▸ GIVEN DATA
-*-*-
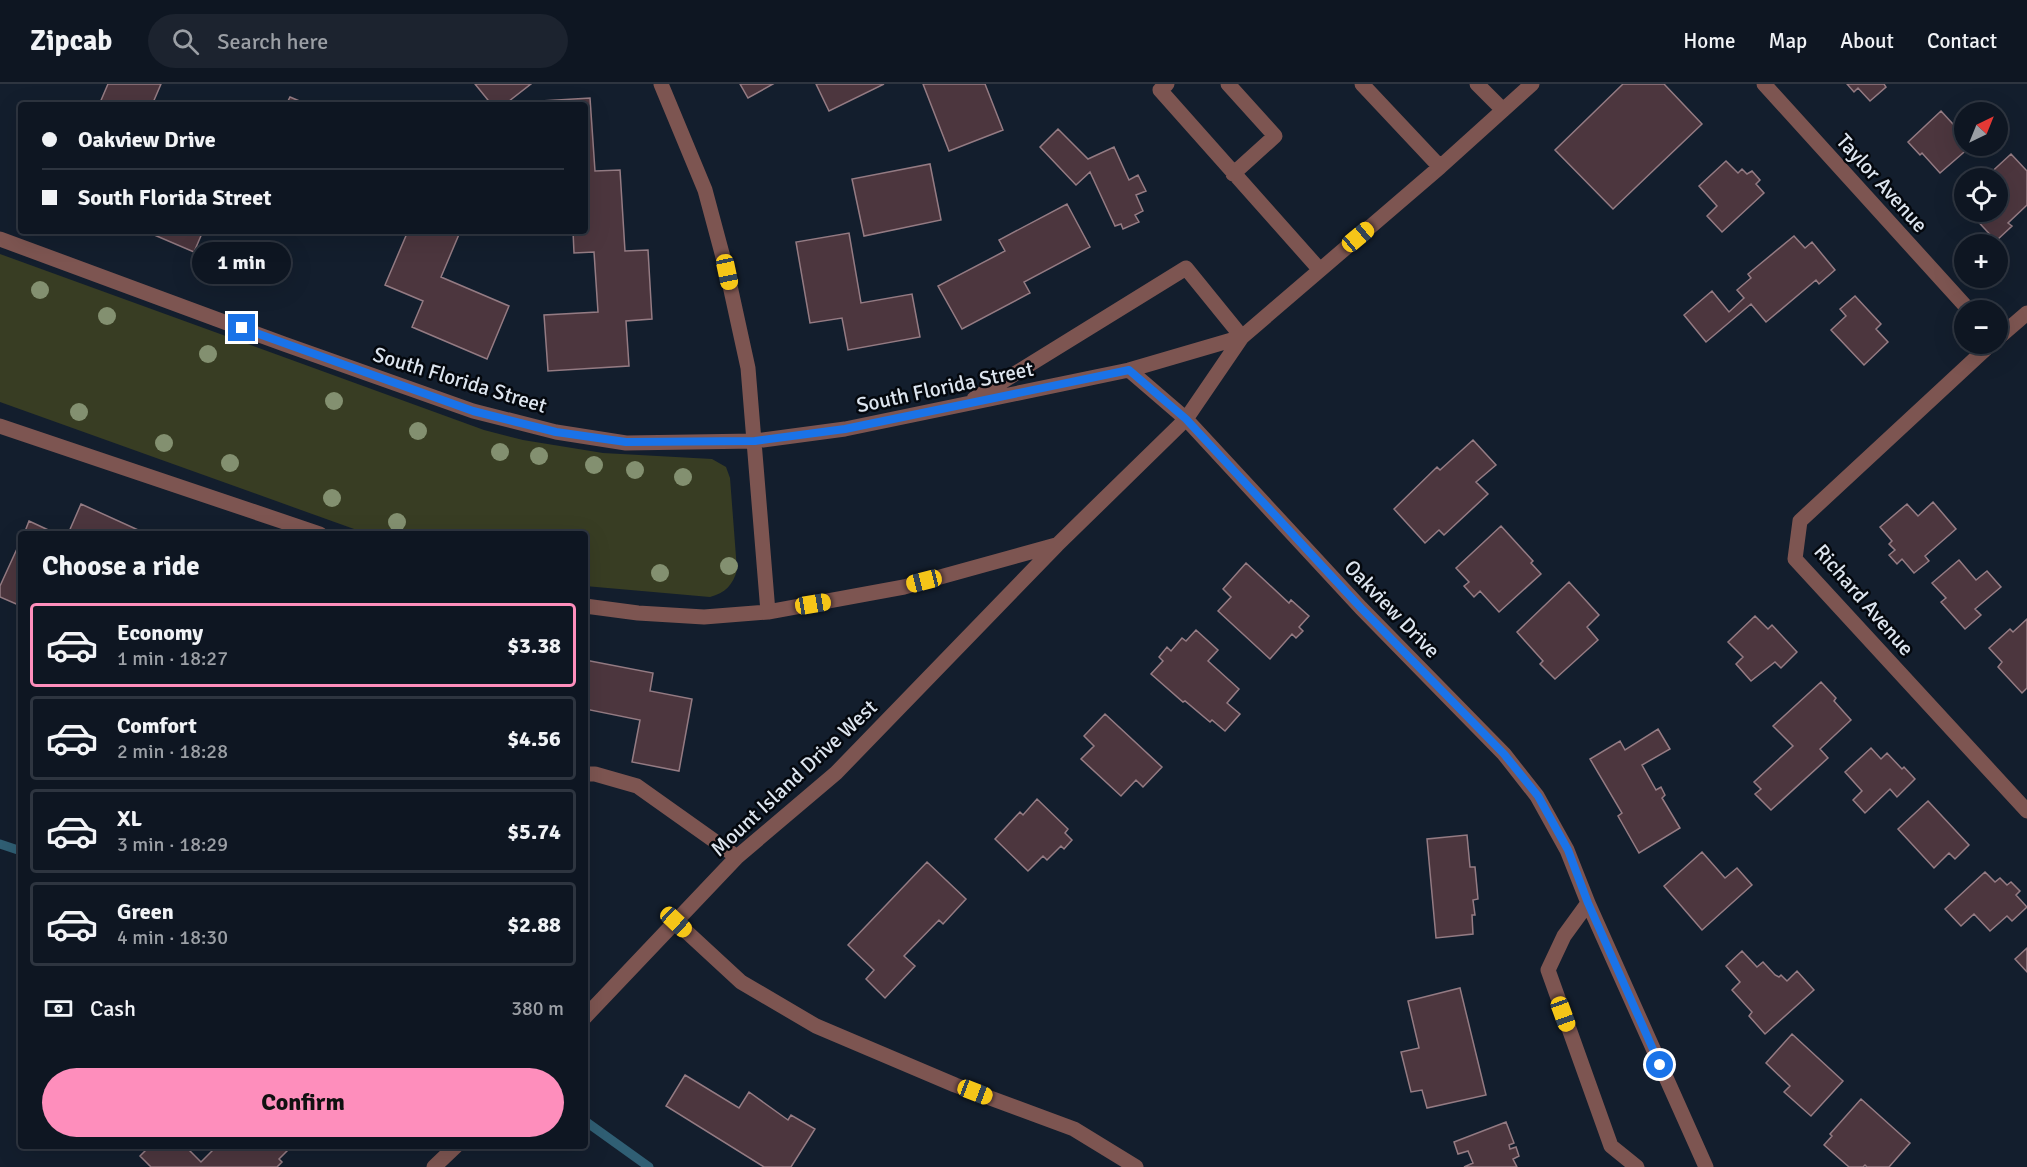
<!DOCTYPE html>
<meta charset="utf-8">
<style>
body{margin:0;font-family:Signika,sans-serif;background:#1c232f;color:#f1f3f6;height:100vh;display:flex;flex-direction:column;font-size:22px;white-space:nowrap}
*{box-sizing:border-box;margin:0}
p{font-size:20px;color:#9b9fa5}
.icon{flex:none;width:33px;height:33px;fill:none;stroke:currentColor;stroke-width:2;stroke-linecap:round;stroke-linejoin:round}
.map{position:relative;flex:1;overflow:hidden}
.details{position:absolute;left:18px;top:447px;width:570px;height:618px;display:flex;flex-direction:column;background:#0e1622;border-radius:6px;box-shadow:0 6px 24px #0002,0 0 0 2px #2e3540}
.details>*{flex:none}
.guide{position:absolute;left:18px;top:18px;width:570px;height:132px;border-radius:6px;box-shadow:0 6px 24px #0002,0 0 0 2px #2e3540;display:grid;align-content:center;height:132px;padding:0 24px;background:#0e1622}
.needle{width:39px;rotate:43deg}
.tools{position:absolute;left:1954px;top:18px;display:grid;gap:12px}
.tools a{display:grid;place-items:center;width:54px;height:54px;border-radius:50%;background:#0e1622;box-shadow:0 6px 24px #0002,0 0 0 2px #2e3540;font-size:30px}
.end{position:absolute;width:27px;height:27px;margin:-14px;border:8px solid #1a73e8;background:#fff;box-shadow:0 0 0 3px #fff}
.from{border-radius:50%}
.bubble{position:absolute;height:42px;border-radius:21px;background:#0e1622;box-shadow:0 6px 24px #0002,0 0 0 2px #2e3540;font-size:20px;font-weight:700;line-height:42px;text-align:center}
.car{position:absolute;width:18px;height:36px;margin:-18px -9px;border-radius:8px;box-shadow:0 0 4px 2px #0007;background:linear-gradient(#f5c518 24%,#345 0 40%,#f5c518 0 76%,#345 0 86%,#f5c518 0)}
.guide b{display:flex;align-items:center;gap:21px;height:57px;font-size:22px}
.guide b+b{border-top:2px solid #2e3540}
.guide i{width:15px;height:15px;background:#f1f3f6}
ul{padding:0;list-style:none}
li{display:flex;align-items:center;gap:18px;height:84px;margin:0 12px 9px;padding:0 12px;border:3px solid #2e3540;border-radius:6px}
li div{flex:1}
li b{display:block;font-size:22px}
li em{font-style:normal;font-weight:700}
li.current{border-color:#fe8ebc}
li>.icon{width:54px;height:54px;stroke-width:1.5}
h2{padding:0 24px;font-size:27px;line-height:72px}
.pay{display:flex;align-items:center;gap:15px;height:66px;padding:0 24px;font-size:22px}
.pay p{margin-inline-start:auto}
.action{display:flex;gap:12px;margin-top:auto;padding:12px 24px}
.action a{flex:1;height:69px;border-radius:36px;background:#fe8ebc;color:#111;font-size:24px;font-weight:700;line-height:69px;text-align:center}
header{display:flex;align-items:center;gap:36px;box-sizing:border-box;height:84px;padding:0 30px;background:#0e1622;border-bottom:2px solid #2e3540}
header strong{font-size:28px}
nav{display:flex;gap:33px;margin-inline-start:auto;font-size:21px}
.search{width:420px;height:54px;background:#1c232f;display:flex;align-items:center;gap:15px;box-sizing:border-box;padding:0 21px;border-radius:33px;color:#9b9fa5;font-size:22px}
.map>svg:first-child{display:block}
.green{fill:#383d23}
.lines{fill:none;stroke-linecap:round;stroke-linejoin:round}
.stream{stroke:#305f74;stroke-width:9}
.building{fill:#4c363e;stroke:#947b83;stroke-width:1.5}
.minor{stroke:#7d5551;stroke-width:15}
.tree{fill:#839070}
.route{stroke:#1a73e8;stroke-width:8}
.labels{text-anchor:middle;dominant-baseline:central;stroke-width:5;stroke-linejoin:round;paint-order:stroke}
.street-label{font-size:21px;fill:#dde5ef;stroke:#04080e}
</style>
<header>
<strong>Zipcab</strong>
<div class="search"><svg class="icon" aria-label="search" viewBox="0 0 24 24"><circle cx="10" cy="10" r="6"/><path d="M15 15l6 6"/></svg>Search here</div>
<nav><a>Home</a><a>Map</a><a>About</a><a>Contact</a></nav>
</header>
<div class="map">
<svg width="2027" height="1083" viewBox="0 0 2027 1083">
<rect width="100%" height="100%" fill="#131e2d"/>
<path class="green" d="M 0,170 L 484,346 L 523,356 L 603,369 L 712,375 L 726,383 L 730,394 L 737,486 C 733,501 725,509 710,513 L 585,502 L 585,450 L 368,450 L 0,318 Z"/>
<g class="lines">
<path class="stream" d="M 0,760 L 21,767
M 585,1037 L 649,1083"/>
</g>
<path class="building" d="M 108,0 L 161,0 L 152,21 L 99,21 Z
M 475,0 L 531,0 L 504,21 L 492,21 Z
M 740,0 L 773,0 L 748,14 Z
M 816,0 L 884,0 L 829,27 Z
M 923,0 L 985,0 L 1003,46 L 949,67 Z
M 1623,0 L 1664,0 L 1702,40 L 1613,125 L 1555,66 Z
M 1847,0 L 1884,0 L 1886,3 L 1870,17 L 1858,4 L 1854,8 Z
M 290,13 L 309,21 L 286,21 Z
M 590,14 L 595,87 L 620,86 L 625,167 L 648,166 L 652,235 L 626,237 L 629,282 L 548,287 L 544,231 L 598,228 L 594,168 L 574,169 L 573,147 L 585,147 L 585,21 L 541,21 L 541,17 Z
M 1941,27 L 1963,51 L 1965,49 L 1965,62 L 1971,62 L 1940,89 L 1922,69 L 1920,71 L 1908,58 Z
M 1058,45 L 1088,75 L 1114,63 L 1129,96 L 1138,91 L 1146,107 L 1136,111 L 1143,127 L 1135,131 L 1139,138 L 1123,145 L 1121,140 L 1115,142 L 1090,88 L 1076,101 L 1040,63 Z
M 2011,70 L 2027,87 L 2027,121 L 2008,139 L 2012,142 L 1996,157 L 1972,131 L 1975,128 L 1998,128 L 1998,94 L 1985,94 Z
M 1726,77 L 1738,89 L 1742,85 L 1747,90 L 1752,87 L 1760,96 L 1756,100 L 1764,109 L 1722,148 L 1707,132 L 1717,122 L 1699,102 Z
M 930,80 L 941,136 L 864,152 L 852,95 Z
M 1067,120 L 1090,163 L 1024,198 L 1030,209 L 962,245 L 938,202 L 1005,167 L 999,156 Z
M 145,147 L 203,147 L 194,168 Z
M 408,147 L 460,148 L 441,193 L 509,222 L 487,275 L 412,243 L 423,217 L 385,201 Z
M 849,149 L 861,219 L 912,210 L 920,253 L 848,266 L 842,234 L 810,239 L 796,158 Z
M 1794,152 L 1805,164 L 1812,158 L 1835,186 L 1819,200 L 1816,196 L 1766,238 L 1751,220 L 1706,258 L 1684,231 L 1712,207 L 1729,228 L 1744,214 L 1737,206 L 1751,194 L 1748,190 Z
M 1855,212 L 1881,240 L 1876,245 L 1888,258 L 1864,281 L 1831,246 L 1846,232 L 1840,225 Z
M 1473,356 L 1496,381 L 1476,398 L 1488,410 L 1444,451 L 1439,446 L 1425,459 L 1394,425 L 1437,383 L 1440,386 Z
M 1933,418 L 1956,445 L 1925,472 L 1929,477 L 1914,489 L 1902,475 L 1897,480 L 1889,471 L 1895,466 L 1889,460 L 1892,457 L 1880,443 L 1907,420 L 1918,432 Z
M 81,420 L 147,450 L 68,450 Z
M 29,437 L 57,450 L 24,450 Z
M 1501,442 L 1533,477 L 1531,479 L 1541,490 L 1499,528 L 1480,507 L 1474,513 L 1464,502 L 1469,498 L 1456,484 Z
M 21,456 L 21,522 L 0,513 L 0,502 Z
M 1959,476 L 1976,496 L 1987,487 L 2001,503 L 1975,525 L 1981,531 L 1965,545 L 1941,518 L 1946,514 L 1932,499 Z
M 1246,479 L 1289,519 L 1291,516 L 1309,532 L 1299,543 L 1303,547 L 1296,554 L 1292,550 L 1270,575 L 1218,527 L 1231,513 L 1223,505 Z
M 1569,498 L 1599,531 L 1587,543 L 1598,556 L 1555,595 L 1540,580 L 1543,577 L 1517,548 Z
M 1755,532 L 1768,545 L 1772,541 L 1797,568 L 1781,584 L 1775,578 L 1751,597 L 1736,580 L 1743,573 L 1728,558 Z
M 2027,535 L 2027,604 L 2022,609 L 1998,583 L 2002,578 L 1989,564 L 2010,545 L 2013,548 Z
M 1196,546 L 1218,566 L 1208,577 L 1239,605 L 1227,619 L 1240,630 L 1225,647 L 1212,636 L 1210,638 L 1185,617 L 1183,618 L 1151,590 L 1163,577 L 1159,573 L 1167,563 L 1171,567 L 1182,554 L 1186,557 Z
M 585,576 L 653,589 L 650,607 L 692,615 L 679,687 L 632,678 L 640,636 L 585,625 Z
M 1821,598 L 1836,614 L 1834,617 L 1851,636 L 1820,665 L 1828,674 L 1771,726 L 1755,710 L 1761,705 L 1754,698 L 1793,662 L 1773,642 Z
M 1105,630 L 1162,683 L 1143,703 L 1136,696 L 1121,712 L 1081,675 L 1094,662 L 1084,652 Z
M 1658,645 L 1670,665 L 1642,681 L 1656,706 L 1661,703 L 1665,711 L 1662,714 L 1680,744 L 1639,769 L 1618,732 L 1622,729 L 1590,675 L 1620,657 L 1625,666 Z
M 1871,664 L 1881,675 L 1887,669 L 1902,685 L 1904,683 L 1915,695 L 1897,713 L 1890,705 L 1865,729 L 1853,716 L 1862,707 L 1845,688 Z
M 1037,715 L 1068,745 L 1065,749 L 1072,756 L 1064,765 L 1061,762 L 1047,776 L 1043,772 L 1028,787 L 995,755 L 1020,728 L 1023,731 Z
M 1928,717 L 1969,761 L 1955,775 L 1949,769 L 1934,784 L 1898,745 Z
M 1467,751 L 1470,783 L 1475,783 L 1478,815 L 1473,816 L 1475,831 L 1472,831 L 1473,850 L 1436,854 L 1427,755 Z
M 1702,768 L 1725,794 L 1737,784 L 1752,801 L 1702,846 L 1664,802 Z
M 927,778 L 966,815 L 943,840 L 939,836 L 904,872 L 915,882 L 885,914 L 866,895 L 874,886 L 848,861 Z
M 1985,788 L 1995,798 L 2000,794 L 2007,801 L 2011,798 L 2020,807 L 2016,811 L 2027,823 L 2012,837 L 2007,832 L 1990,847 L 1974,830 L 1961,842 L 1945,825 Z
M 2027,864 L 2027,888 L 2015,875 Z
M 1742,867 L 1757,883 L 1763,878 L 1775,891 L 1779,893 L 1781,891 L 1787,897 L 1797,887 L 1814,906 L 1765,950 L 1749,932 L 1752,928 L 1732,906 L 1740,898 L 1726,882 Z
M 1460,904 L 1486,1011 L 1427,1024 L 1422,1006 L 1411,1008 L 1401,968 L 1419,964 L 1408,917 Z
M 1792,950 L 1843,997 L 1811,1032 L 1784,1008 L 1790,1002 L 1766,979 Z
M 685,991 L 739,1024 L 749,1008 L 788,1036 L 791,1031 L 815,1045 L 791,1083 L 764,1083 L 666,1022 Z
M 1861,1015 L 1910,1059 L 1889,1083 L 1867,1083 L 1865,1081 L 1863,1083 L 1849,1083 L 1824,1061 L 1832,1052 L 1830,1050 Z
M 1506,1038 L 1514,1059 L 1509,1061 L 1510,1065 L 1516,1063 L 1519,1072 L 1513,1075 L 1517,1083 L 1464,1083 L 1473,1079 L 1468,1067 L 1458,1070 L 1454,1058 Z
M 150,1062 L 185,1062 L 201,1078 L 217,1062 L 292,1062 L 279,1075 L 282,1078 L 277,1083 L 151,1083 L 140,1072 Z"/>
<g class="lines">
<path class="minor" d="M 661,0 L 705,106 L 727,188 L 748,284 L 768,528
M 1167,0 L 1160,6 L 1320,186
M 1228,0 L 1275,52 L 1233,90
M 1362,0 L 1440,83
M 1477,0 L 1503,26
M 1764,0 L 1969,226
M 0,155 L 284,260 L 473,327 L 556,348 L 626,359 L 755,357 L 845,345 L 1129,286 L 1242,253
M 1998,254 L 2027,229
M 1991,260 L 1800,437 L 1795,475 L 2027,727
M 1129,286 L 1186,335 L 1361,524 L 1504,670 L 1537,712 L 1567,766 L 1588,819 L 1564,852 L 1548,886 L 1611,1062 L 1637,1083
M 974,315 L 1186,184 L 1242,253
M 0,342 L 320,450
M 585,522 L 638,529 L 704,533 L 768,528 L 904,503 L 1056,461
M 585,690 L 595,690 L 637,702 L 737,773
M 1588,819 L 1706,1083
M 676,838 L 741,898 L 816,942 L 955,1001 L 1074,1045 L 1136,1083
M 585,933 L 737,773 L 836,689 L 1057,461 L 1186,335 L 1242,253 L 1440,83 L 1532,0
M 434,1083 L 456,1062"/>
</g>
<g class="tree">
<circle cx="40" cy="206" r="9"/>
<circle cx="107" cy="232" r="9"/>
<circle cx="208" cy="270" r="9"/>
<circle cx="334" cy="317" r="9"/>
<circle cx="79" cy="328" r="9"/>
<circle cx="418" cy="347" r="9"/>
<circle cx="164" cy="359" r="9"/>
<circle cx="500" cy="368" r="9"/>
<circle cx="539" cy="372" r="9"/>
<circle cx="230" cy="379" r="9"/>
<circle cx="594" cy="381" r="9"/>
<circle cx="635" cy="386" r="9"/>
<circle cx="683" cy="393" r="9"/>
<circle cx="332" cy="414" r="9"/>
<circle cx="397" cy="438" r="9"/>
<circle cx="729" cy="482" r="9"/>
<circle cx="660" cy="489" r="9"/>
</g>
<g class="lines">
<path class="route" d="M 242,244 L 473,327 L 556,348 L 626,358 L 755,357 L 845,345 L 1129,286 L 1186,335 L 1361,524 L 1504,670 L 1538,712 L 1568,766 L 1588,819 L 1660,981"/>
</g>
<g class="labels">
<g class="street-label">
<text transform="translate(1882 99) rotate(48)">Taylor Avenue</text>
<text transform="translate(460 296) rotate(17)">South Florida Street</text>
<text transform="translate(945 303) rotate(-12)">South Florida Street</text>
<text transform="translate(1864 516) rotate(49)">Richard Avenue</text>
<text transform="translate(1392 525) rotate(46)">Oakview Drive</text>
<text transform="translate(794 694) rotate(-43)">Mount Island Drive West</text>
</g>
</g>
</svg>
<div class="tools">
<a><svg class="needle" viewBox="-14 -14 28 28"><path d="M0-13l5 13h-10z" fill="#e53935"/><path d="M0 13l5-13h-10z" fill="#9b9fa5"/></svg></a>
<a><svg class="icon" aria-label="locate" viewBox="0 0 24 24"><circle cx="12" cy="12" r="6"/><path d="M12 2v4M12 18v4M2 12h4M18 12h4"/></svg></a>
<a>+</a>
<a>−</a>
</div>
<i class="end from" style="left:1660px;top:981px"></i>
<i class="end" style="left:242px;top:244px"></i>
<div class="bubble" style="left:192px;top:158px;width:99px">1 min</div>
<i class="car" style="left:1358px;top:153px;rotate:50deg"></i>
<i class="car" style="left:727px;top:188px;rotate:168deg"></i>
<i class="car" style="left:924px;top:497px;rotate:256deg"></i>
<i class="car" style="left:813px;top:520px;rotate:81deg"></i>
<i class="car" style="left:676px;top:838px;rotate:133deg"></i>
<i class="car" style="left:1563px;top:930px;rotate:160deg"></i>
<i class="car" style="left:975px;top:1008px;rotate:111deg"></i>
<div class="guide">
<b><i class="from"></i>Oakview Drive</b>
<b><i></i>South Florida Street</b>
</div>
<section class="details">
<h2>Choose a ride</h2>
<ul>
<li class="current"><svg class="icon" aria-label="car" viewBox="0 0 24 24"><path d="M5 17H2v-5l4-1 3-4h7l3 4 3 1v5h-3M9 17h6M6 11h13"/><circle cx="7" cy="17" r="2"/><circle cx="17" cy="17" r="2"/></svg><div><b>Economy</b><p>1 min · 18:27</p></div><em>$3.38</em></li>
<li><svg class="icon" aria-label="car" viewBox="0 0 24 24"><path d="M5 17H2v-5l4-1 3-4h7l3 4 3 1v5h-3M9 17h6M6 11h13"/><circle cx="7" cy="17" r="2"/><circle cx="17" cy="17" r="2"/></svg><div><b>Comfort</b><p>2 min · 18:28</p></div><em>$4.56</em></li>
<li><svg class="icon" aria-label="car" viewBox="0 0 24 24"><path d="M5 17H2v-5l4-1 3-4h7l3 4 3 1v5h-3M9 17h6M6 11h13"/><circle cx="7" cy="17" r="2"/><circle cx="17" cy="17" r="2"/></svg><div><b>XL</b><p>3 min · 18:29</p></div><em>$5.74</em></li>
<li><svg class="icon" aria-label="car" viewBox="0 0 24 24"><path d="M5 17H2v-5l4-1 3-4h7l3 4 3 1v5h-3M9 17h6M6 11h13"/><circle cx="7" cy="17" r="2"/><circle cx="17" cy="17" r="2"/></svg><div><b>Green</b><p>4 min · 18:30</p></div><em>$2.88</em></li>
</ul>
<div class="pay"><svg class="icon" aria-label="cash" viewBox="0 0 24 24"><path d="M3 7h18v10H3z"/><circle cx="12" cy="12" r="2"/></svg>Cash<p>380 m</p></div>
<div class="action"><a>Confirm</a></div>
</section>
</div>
-*-*-
Report how many lines of the listing hold the word "tools", with nothing but the number.

▸ EXERCISE ANSWER
3